____ RECORDS FOR THE EXERCISE

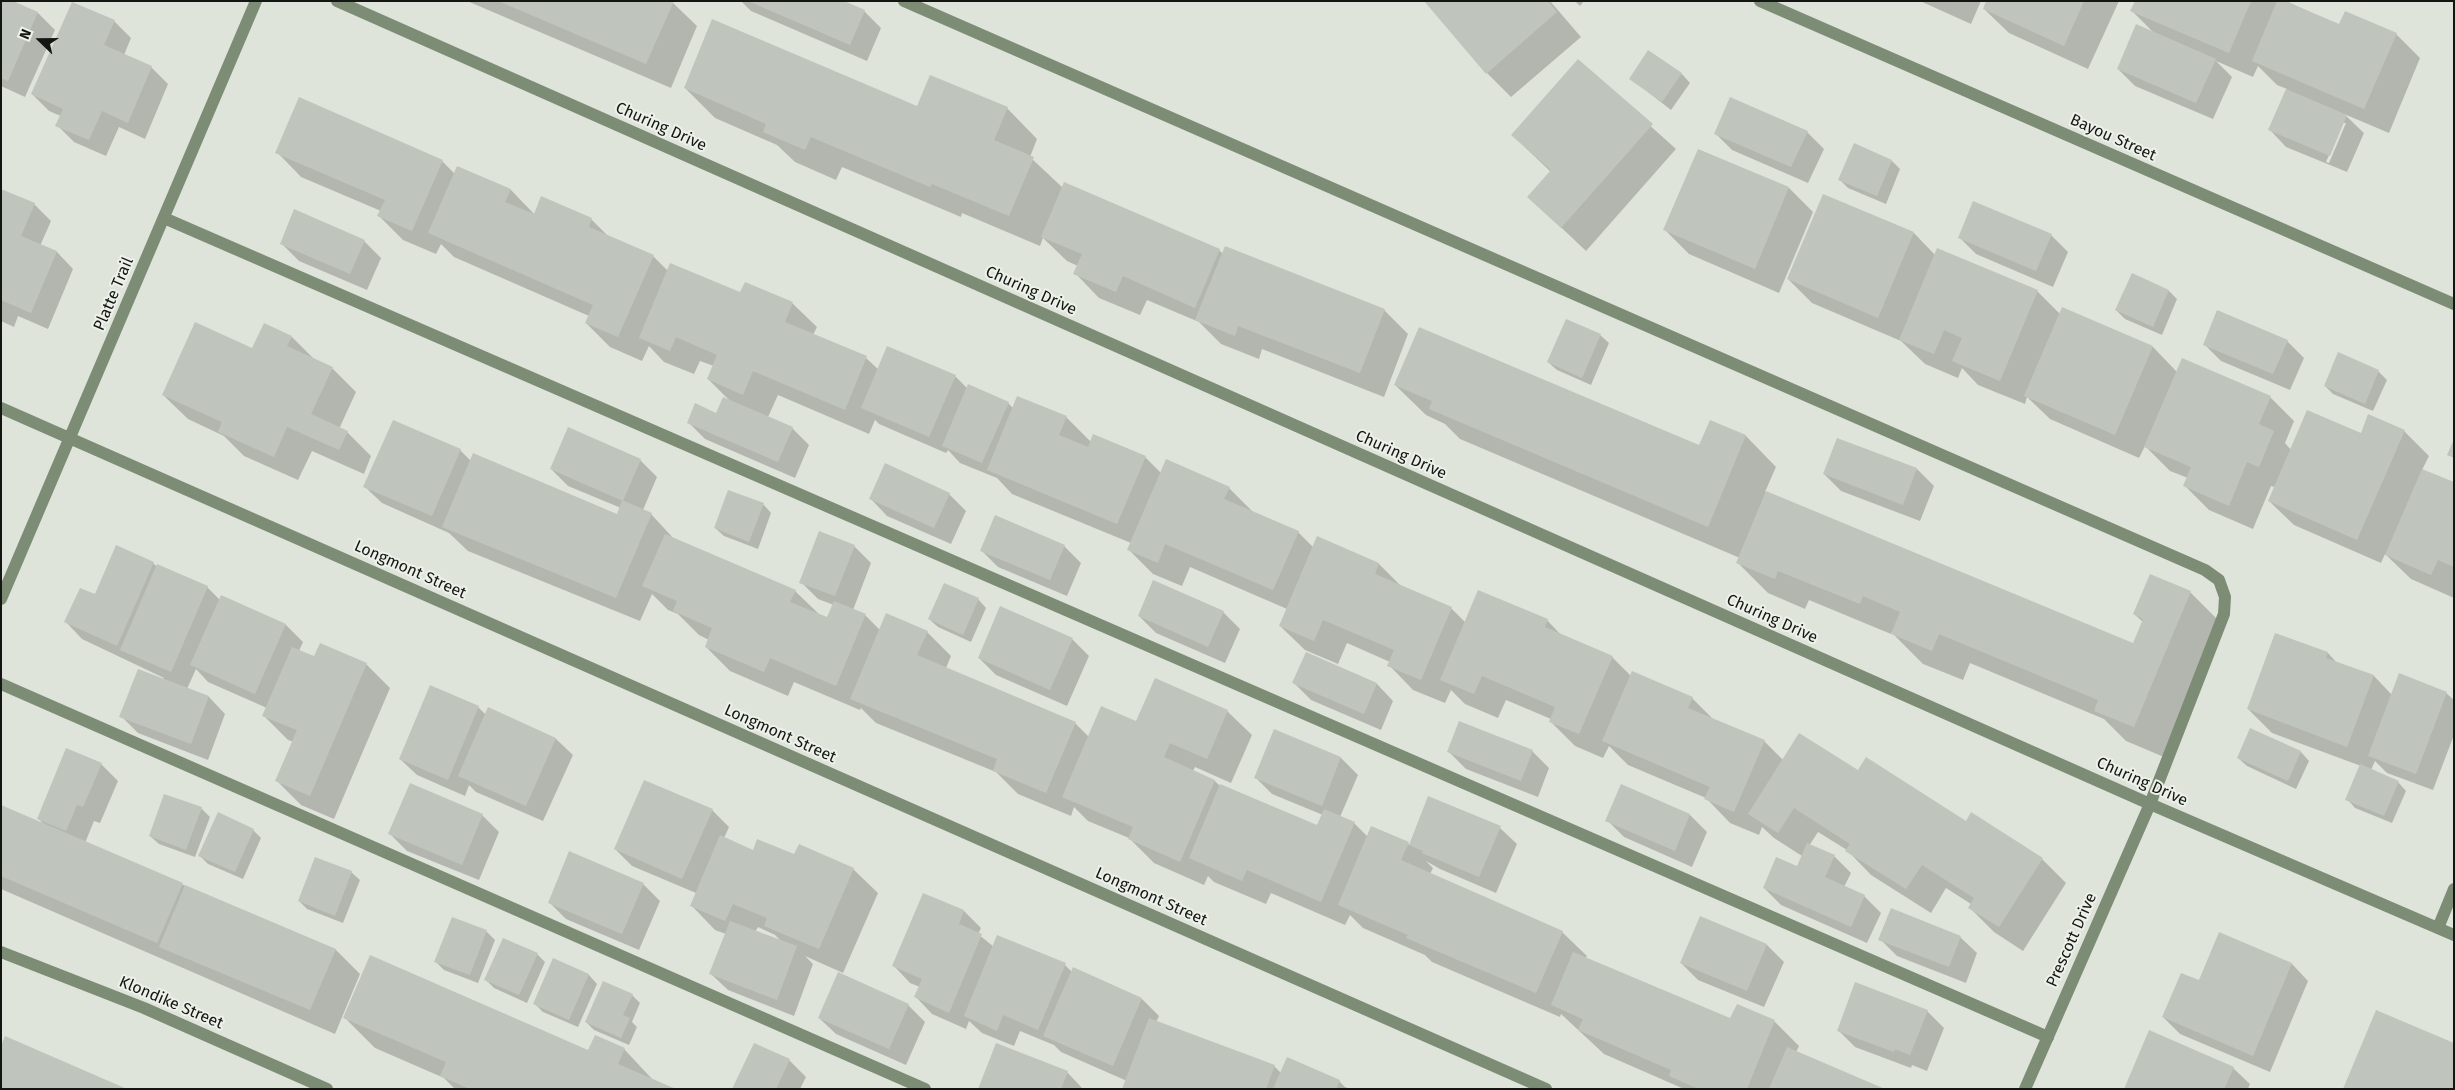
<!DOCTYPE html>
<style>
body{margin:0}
#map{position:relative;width:2455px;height:1090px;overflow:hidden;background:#dfe4db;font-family:"Fira Sans",sans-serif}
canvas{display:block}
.frame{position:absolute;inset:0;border:2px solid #141613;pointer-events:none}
.north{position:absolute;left:15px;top:15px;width:50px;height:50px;-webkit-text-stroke:4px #ecf1e9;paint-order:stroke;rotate:292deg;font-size:14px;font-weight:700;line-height:20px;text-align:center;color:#141613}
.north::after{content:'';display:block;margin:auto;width:18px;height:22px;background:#141613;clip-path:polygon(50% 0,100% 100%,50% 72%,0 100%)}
</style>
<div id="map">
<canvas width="2455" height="1090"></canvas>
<div class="frame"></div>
<div class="north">N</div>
</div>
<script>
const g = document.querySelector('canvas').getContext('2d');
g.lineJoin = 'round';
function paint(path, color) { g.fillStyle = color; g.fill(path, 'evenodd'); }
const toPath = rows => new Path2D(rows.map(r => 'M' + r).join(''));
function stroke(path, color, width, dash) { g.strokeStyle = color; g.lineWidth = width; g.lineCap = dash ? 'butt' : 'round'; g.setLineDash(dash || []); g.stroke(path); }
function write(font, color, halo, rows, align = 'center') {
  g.font = font + ' "Fira Sans",sans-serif'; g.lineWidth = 4; g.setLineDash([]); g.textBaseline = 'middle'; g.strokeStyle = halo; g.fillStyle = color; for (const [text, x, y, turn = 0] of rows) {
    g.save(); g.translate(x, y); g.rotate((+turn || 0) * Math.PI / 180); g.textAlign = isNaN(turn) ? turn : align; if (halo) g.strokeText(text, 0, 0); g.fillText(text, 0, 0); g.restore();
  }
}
paint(toPath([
 [1,1,15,1,14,3,38,13,55,30,25,97,1,86],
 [467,1,671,1,697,26,671,88],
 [741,1,841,1,864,11,881,28,867,61,751,11],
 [1426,1,1550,1,1581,37,1511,97,1487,73],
 [1575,1,1584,1,1580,6],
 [1920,1,1981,1,1971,24],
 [1988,1,2119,1,2088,69,2009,33,1984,9],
 [2136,1,2286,1,2340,26,2396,34,2420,58,2389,133,2344,114,2364,133,2347,172,2286,147,2270,130,2287,89,2277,85,2258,66,2253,77,2216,61,2232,77,2213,119,2135,86,2118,69,2155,34,2132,11],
 [2343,123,2346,123,2329,163,2326,162],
 [114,21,131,38,124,55,151,67,168,84,145,139,119,127,106,156,74,142,57,125,61,116,49,111,32,94],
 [1649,52,1682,74,1690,83,1671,110,1631,79],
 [1578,61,1676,149,1586,251,1529,197,1551,172,1512,135],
 [685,88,918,108,1007,108,1037,139,1030,157,1063,188,1219,250,1223,254,1384,310,1408,334,1384,397,1262,349,1259,359,1221,344,1199,322,1147,300,1140,315,1099,298,1075,273,1078,266,1067,261,1043,238,1040,246,962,213,961,217,842,167,836,180,795,162,777,145,715,118],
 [1807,132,1824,149,1808,183,1732,150,1715,133],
 [1699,150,1789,188,1813,212,1779,293,1689,254,1665,230],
 [277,152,442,161,455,174,458,168,511,190,535,215,591,219,609,237,653,256,668,271,741,293,792,303,817,327,813,335,866,358,879,370,955,376,968,389,1008,403,1013,408,1066,417,1091,442,1145,457,1161,473,1229,488,1254,513,1298,532,1313,547,1379,564,1402,587,1451,608,1466,623,1547,620,1562,636,1612,657,1631,676,1692,698,1714,720,1764,741,1783,760,1858,772,2042,859,2066,883,2023,951,1994,932,1969,907,1971,904,1946,888,1931,913,1871,875,1847,850,1818,832,1809,846,1834,856,1851,873,1844,887,1864,896,1881,913,1867,943,1781,905,1764,888,1797,867,1802,856,1774,838,1762,827,1759,835,1730,823,1706,798,1628,765,1609,746,1603,758,1575,746,1550,721,1551,719,1506,700,1498,718,1465,704,1451,690,1445,703,1413,690,1389,665,1390,662,1347,643,1338,664,1305,650,1280,626,1287,609,1190,567,1182,586,1153,574,1128,549,1131,543,1012,494,997,478,960,463,948,450,946,453,879,424,875,420,869,434,778,395,768,417,792,428,809,445,795,478,705,439,688,422,717,414,730,401,708,379,714,366,700,361,694,374,664,362,649,346,642,361,610,347,586,323,589,316,454,257,441,244,436,254,403,240,379,216,381,211,301,177],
 [1892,161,1900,169,1886,204,1848,188,1840,180],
 [1,190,34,204,51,221,40,246,57,252,73,269,48,329,18,316,14,327,1,321],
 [1914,233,1935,255,2037,291,2060,314,2063,308,2153,347,2177,372,2270,397,2294,421,2285,443,2291,450,2361,434,2369,416,2404,431,2429,456,2422,470,2454,484,2454,598,2411,579,2385,554,2381,563,2294,525,2269,501,2275,487,2271,486,2253,529,2209,510,2185,486,2188,478,2170,471,2145,446,2139,458,2050,419,2027,397,2025,404,1978,385,1962,368,1958,378,1925,364,1901,341,1812,303,1788,279],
 [2051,235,2068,252,2053,287,1976,254,1959,237],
 [364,241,381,258,367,290,299,261,282,244],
 [2169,291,2177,299,2162,335,2125,319,2116,310],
 [1600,335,1609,343,1591,385,1557,370,1548,362],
 [292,337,315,360,332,368,356,392,339,429,347,432,371,456,364,474,312,451,298,480,244,456,224,436,188,419,163,395,253,350],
 [2287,341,2304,358,2290,390,2221,361,2204,344],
 [2378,371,2387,380,2373,411,2333,394,2325,386],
 [1395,385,1699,447,1711,422,1746,436,1776,467,1765,492,2133,645,2143,622,2134,614,2190,592,2220,622,2164,757,2126,741,2104,719,1970,663,1963,680,1923,664,1891,632,1891,634,1809,600,1805,609,1768,593,1738,563,1740,558,1460,439,1445,424,1426,415],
 [394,421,460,450,471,461,618,515,621,508,568,486,551,469,640,460,657,477,643,510,651,514,675,540,795,591,820,615,827,619,834,605,818,599,801,582,854,546,871,563,853,610,865,615,880,630,927,632,951,656,946,668,1075,723,1089,737,1137,723,1227,711,1252,735,1231,783,1195,767,1193,771,1215,781,1221,787,1318,827,1323,815,1272,794,1256,778,1275,731,1341,758,1358,775,1340,817,1354,823,1368,837,1372,828,1410,845,1500,828,1517,844,1496,893,1440,869,1426,861,1433,868,1430,874,1562,932,1587,956,1585,959,1731,1020,1737,1006,1775,1022,1799,1046,1796,1052,1882,1089,1684,1089,1604,1054,1561,1014,1560,1017,1432,962,1425,955,1363,928,1350,915,1345,925,1271,893,1266,904,1214,882,1208,876,1204,885,1154,863,1129,838,1088,821,1074,807,1071,816,1018,794,996,772,876,723,861,708,860,710,794,682,788,696,730,671,706,647,709,640,699,635,678,614,668,610,652,594,640,621,468,551,449,533,382,503,365,487],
 [1837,439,1917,469,1934,486,1920,521,1841,491,1824,474],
 [949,494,966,511,951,544,887,516,871,499],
 [763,504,771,513,758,549,724,536,715,528],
 [1064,546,1081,563,1067,596,998,567,981,550],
 [153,563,157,567,207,587,220,600,222,597,286,625,303,642,299,651,315,658,366,664,390,688,334,819,301,805,277,781,294,742,288,740,263,715,267,708,208,682,196,669,187,689,209,697,225,714,208,760,138,733,121,716,164,678,82,639,66,622,95,595],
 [978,599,986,608,971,642,938,627,929,619],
 [1223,612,1240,629,1225,663,1156,633,1139,616],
 [2276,634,2328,653,2337,663,2374,676,2392,695,2446,693,2454,700,2454,735,2433,790,2387,773,2375,761,2371,770,2398,782,2406,791,2392,823,2355,808,2347,799,2361,766,2272,733,2248,709],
 [1072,639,1089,656,1067,706,996,675,979,658],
 [1306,654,1377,684,1393,701,1381,730,1311,700,1294,683],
 [478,707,486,715,489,709,556,739,573,755,543,821,476,792,469,785,465,796,417,775,400,759],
 [2250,730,2301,752,2309,761,2296,789,2247,766,2238,758],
 [1532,751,1549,768,1538,797,1466,769,1449,752],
 [101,764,118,781,100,823,94,821,85,843,336,950,360,974,335,1034,1,889,1,807,45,826,38,818],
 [1622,786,1690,815,1707,832,1692,867,1624,837,1607,820],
 [201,808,210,817,195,857,159,844,150,836],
 [712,810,729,827,724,838,753,851,794,856,853,869,878,893,843,973,805,956,813,964,794,1016,728,990,711,974,726,934,715,930,691,905,696,893,632,866,615,849],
 [758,927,775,935,782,942,755,932],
 [482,815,499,832,479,880,407,851,390,834],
 [253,830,261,838,243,879,208,864,200,856],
 [351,872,360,880,343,923,307,909,299,901],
 [643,884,660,901,639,950,566,919,549,902],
 [924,895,964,911,981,928,978,934,994,947,1065,965,1072,972,1074,969,1142,999,1159,1016,1156,1022,1274,1066,1281,1073,1339,1081,1345,1087,1351,1089,1124,1089,1127,1081,1061,1052,1054,1045,1020,1031,1014,1046,982,1033,969,1021,966,1029,932,1014,916,997,920,987,910,983,894,966],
 [486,931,495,940,478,983,444,970,436,962],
 [2220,934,2292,964,2308,981,2270,1072,2180,1034,2163,1017,2200,982],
 [1960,937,1977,953,1966,983,1897,956,1880,939],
 [1767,945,1784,962,1764,1007,1698,980,1681,963],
 [537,954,545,962,527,1003,494,988,486,980],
 [554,960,589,975,597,984,578,1027,543,1012,534,1003],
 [632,995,640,1003,632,1022,637,1027,629,1045,594,1030,586,1022],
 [908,1005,925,1022,906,1065,836,1034,819,1018],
 [1927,1011,1944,1028,1927,1071,1912,1065,1911,1068,1855,1047,1838,1030],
 [345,1018,588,1052,624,1049,654,1081,673,1089,455,1089,444,1078,375,1048],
 [789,1060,806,1077,800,1089,733,1089],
 [2233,1068,2250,1084,2248,1089,2125,1089],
 [1067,1072,1083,1089,979,1089]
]), '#0003');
paint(toPath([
 [1,1,13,1,38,12,8,81,1,78],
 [498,1,674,1,646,64],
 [748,1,844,1,865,10,850,45],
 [1424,1,1548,1,1557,12,1486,74],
 [1986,1,2084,1,2064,46,1983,9],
 [2135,1,2251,1,2229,53,2130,11],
 [2277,1,2285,1,2339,24,2345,11,2397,33,2364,109,2252,61],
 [72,2,115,20,104,45,152,66,128,123,102,111,89,140,55,126,63,109,31,94],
 [712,19,917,106,930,75,1008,107,994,140,1034,157,1009,216,932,184,930,187,811,137,805,150,763,132,766,124,684,88],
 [2136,24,2216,59,2196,103,2117,69],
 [1648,50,1682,73,1662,102,1629,79],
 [1578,59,1653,124,1561,228,1527,197,1551,170,1511,135],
 [2286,89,2347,115,2330,156,2268,130],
 [299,97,443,160,412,231,377,216,385,200,275,153],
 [1730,97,1808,131,1791,167,1714,134],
 [1854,143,1892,160,1877,196,1838,180],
 [1698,149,1789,187,1755,269,1663,230],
 [457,166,511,189,505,202,534,214,541,196,592,218,589,227,654,255,618,337,585,323,593,305,428,233],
 [1064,182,1220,249,1195,308,1123,276,1116,292,1073,274,1082,254,1041,237],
 [1,189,35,203,21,236,57,251,31,313,1,300],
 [1823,194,1914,232,1878,318,1787,279],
 [1973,201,2052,234,2036,271,1958,238],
 [294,209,365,240,350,274,280,244],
 [1225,246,1385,309,1360,373,1238,326,1235,336,1195,320],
 [1937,248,2038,290,2000,381,1952,361,1962,338,1944,330,1934,354,1899,340],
 [670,263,740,292,745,282,793,302,785,322,867,356,845,410,753,371,743,395,707,379,717,355,676,337,670,351,639,338],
 [2132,273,2169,290,2153,327,2115,310],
 [2062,307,2153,346,2115,435,2024,396],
 [2217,310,2288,340,2273,374,2203,345],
 [1566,319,1601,334,1582,378,1547,362],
 [195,322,252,348,264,323,292,336,287,346,333,367,311,414,348,431,339,450,287,427,274,457,218,432,222,422,162,395],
 [1419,327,1699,445,1710,420,1746,435,1708,527,1429,409,1432,401,1394,385],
 [887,346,956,375,929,437,861,408],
 [2338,352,2379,370,2365,404,2324,386],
 [2182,358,2271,396,2259,424,2274,431,2259,467,2247,462,2229,506,2183,486,2191,467,2144,447],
 [968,384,1009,402,982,463,942,446],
 [1017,396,1067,416,1059,435,1088,447,1093,434,1146,456,1117,524,987,470],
 [723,397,793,427,778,462,687,423,695,403,716,413],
 [2307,410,2361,433,2368,414,2405,430,2357,540,2268,501],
 [393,420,461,449,432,516,363,487],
 [568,427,641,459,623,501,550,469],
 [1837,438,1917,468,1903,505,1823,474],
 [2454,439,2454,458,2447,455],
 [473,453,617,514,622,500,652,513,616,598,442,527],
 [1166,459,1230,487,1224,499,1299,531,1273,590,1165,544,1158,563,1127,550],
 [885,463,950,493,934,528,869,499],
 [2422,469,2454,482,2454,567,2438,560,2431,575,2385,555],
 [728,490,764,503,749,542,714,528],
 [1766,491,2133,643,2143,619,2133,614,2150,574,2191,591,2134,727,2094,711,2098,700,1939,634,1932,651,1891,634,1900,612,1863,596,1860,604,1778,571,1775,579,1736,563],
 [995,515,1065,545,1050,580,980,551],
 [819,531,855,545,835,596,799,583],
 [665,534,796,590,790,602,827,617,834,601,866,614,836,686,770,658,764,672,705,647,712,628,673,611,677,601,642,586],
 [1317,536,1379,563,1375,574,1452,607,1421,680,1387,666,1394,650,1323,620,1314,641,1279,626],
 [116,545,154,562,117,646,64,622,80,588,95,594],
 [157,564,208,586,171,672,120,650],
 [1153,580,1224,611,1208,647,1138,616],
 [944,583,979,598,963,635,928,619],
 [1478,590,1548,619,1545,627,1613,656,1579,734,1549,722,1555,707,1482,676,1474,694,1440,680],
 [221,595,286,624,255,694,190,665],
 [1000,606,1073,638,1050,690,978,658],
 [886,613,928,631,917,655,1076,722,1046,793,993,771,997,759,850,699],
 [2275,633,2328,652,2326,658,2374,675,2347,747,2247,709],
 [320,643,367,663,310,796,275,781,297,730,262,716,292,647,314,656],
 [1306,652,1377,683,1364,714,1292,683],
 [138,669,209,696,191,744,119,717],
 [1632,671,1693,697,1688,708,1765,740,1734,812,1704,799,1710,787,1602,741],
 [2399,673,2447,692,2416,774,2368,756],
 [1155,678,1228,710,1207,759,1170,743,1164,757,1215,780,1180,862,1128,839,1133,827,1062,797,1101,706,1136,721],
 [430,685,479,706,448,780,399,759],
 [488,707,556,738,526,806,458,776],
 [1459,721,1533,750,1521,781,1447,752],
 [2250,728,2301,751,2288,781,2237,758],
 [1274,729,1341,757,1322,806,1254,778],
 [1799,733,1858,770,1866,757,1966,821,1971,812,2043,858,1999,927,1968,908,1974,898,1922,865,1906,889,1845,851,1850,844,1794,808,1778,833,1748,814],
 [66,748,102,763,83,807,77,805,66,831,37,819],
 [2360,764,2399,781,2384,816,2345,800],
 [644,780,713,809,682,879,614,849],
 [410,783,483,814,462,865,388,834],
 [1220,784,1317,825,1324,809,1355,822,1321,902,1247,870,1242,881,1189,858],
 [1621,784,1690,814,1675,851,1605,821],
 [164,794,202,807,186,850,149,836],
 [1428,796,1501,826,1479,877,1422,853,1423,851,1409,845],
 [1,805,183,883,157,943,1,876],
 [218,812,254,829,235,872,198,856],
 [1371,826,1409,842,1401,860,1563,931,1536,993,1406,938,1408,935,1338,905],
 [720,835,753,850,757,839,794,854,799,844,854,868,819,949,764,926,767,918,733,904,725,921,690,906],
 [1807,843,1835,855,1825,877,1865,895,1851,927,1763,888,1776,857,1797,866],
 [569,851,644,883,622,934,548,903],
 [315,857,352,871,335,916,298,901],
 [185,885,336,949,310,1010,159,947],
 [923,893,964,910,959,924,982,934,949,1013,914,997,922,979,892,966],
 [1891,908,1961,936,1949,967,1878,940],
 [1700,916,1767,944,1747,991,1680,963],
 [452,917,487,930,470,975,434,962],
 [730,921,797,946,777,1000,709,974],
 [2219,932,2292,963,2253,1056,2162,1017,2181,973,2199,980],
 [997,935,1066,963,1038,1030,1003,1015,997,1031,964,1016],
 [503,938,538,953,519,995,484,980],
 [1573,952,1730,1018,1737,1004,1775,1020,1747,1089,1699,1089,1669,1076,1671,1070,1578,1030,1583,1019,1551,1005],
 [370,955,588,1050,595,1035,625,1048,618,1064,676,1089,470,1089,440,1076,446,1062,343,1018],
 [553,958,589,974,569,1020,533,1004],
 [1073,967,1142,998,1113,1066,1043,1036],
 [838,972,909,1004,889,1049,818,1018],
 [603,981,633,994,623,1015,630,1018,621,1038,585,1022],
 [1855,982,1928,1010,1910,1055,1895,1049,1894,1052,1837,1031],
 [2376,1010,2454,1043,2454,1089,2343,1089],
 [1149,1018,1275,1065,1266,1089,1122,1089],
 [2149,1030,2234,1067,2224,1089,2124,1089],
 [5,1036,127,1089,1,1089,1,1046],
 [754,1043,790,1059,776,1089,732,1089],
 [996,1043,1068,1071,1061,1089,978,1089],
 [1787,1047,1885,1089,1769,1089],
 [1287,1057,1340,1080,1336,1089,1273,1089]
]), '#bfc5bc');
stroke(toPath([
 [904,1,2205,570,2219,580,2225,597,2224,614,2150,804],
 [164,218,2048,1037],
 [1,684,925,1089]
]), '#7d8c75', 12);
stroke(toPath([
 [337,1,2150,804,2454,935],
 [1760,1,2454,304],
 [1,408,1546,1089],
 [1,599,256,1],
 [2438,928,2454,889],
 [1,952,144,1008,327,1089],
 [2025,1089,2150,804]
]), '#7d8c75', 12);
write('16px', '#141613', '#ecf1e9', [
 ["Churing Drive",661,127,24],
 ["Bayou Street",2113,138,24],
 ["Churing Drive",1031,291,24],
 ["Platte Trail",114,294,-67],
 ["Churing Drive",1401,455,24],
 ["Longmont Street",410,570,24],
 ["Churing Drive",1772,619,24],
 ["Longmont Street",780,734,24],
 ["Churing Drive",2142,782,24],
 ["Longmont Street",1151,897,24],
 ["Prescott Drive",2072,940,-66],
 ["Klondike Street",171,1003,23]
]);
</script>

________

TASK TO CARRY OUT:
Look through the entries and work out how many lines have the word "strokeStyle" in them; reply with that number only.

EXPECTED ANSWER:
2